• [MATERIALS PROVIDED]:

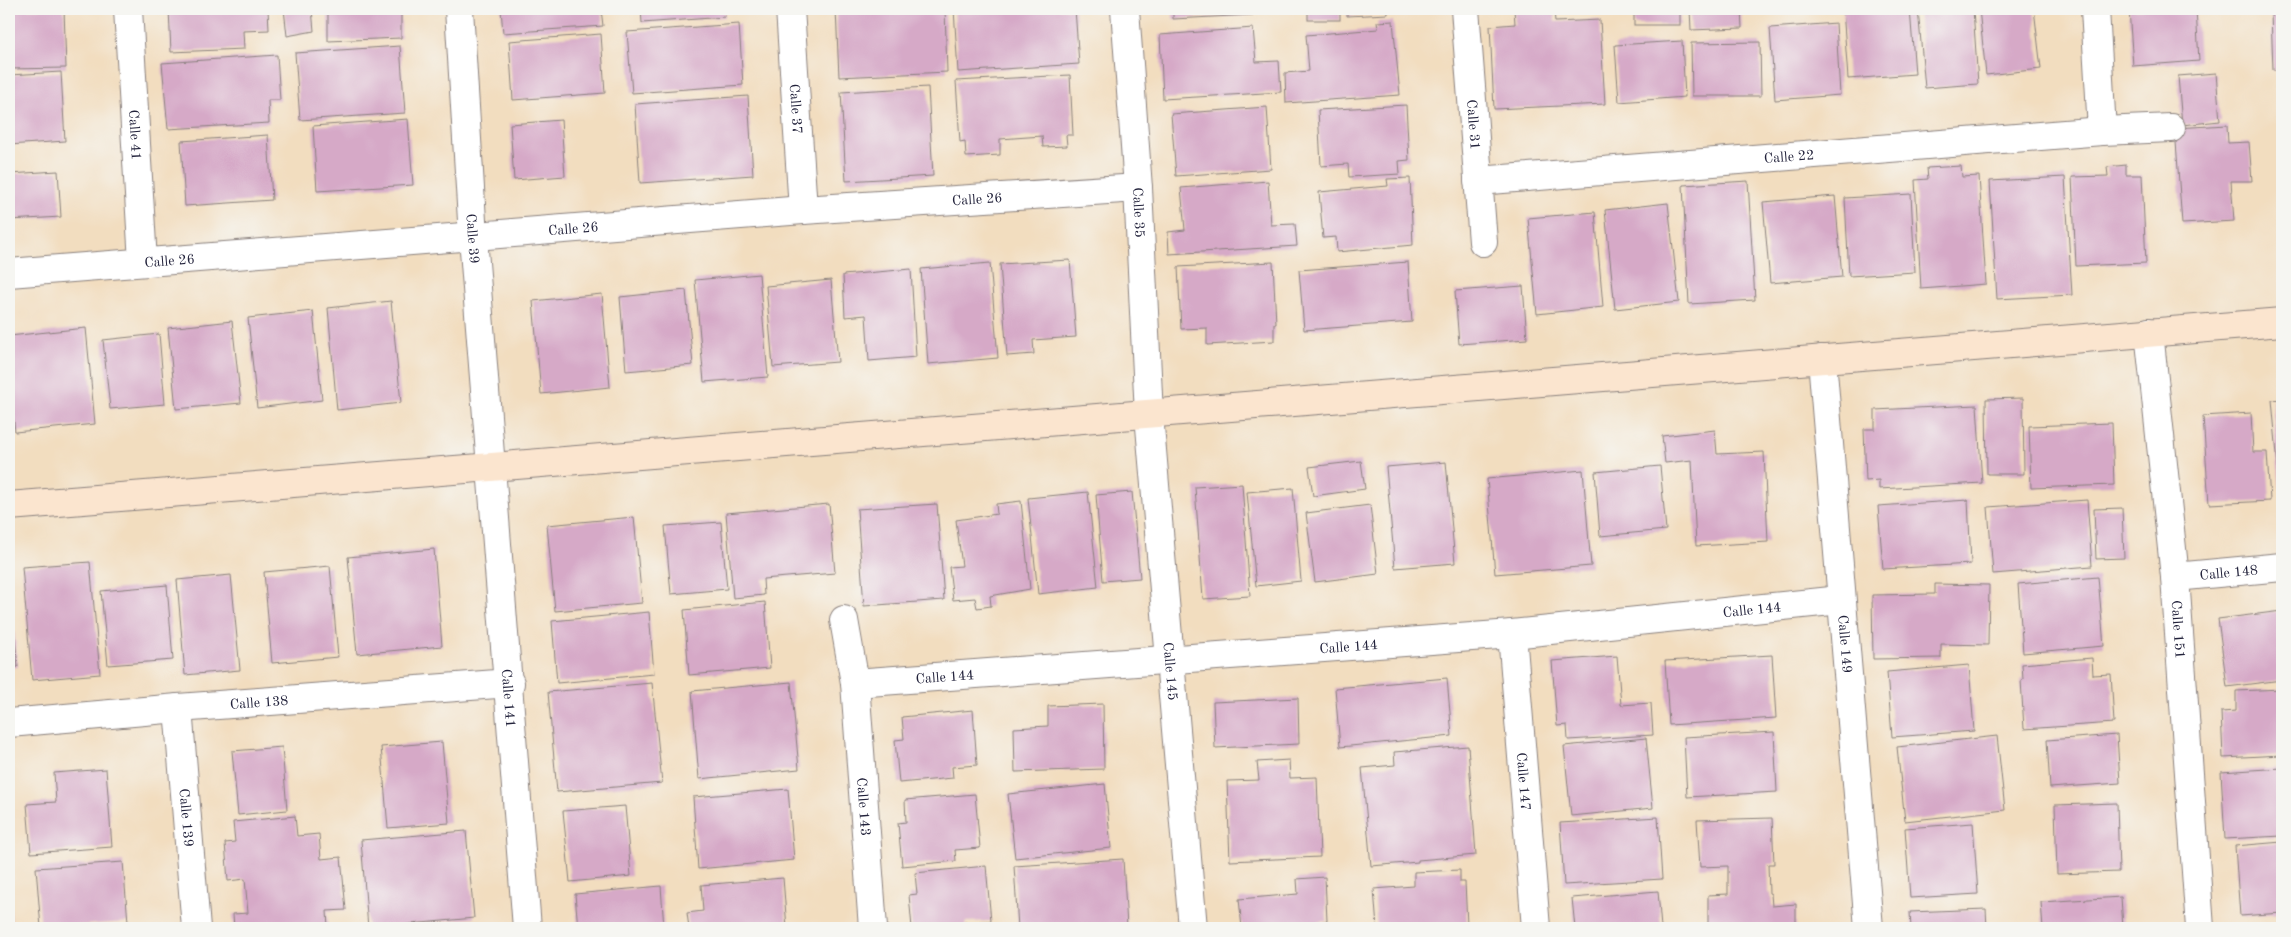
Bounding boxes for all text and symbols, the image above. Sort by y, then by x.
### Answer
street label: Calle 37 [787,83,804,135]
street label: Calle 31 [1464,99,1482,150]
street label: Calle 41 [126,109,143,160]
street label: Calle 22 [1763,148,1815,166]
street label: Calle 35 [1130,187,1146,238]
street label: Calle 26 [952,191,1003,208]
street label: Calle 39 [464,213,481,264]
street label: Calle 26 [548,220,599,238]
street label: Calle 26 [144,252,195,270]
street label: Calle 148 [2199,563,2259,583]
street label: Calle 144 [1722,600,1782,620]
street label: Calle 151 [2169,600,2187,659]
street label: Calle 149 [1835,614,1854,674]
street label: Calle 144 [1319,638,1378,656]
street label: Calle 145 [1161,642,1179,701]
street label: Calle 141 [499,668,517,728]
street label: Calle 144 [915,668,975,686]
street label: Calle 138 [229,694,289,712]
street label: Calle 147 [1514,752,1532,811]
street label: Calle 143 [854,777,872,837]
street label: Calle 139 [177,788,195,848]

• [WORK REQUIRED]: Hand back the records above exactly as they are, pictures excluded.

• [OUTPUT FOR THIS TASK]:
Bounding boxes for all text and symbols, the image above. Sort by y, then by x.
### Answer
street label: Calle 37 [787,83,804,135]
street label: Calle 31 [1464,99,1482,150]
street label: Calle 41 [126,109,143,160]
street label: Calle 22 [1763,148,1815,166]
street label: Calle 35 [1130,187,1146,238]
street label: Calle 26 [952,191,1003,208]
street label: Calle 39 [464,213,481,264]
street label: Calle 26 [548,220,599,238]
street label: Calle 26 [144,252,195,270]
street label: Calle 148 [2199,563,2259,583]
street label: Calle 144 [1722,600,1782,620]
street label: Calle 151 [2169,600,2187,659]
street label: Calle 149 [1835,614,1854,674]
street label: Calle 144 [1319,638,1378,656]
street label: Calle 145 [1161,642,1179,701]
street label: Calle 141 [499,668,517,728]
street label: Calle 144 [915,668,975,686]
street label: Calle 138 [229,694,289,712]
street label: Calle 147 [1514,752,1532,811]
street label: Calle 143 [854,777,872,837]
street label: Calle 139 [177,788,195,848]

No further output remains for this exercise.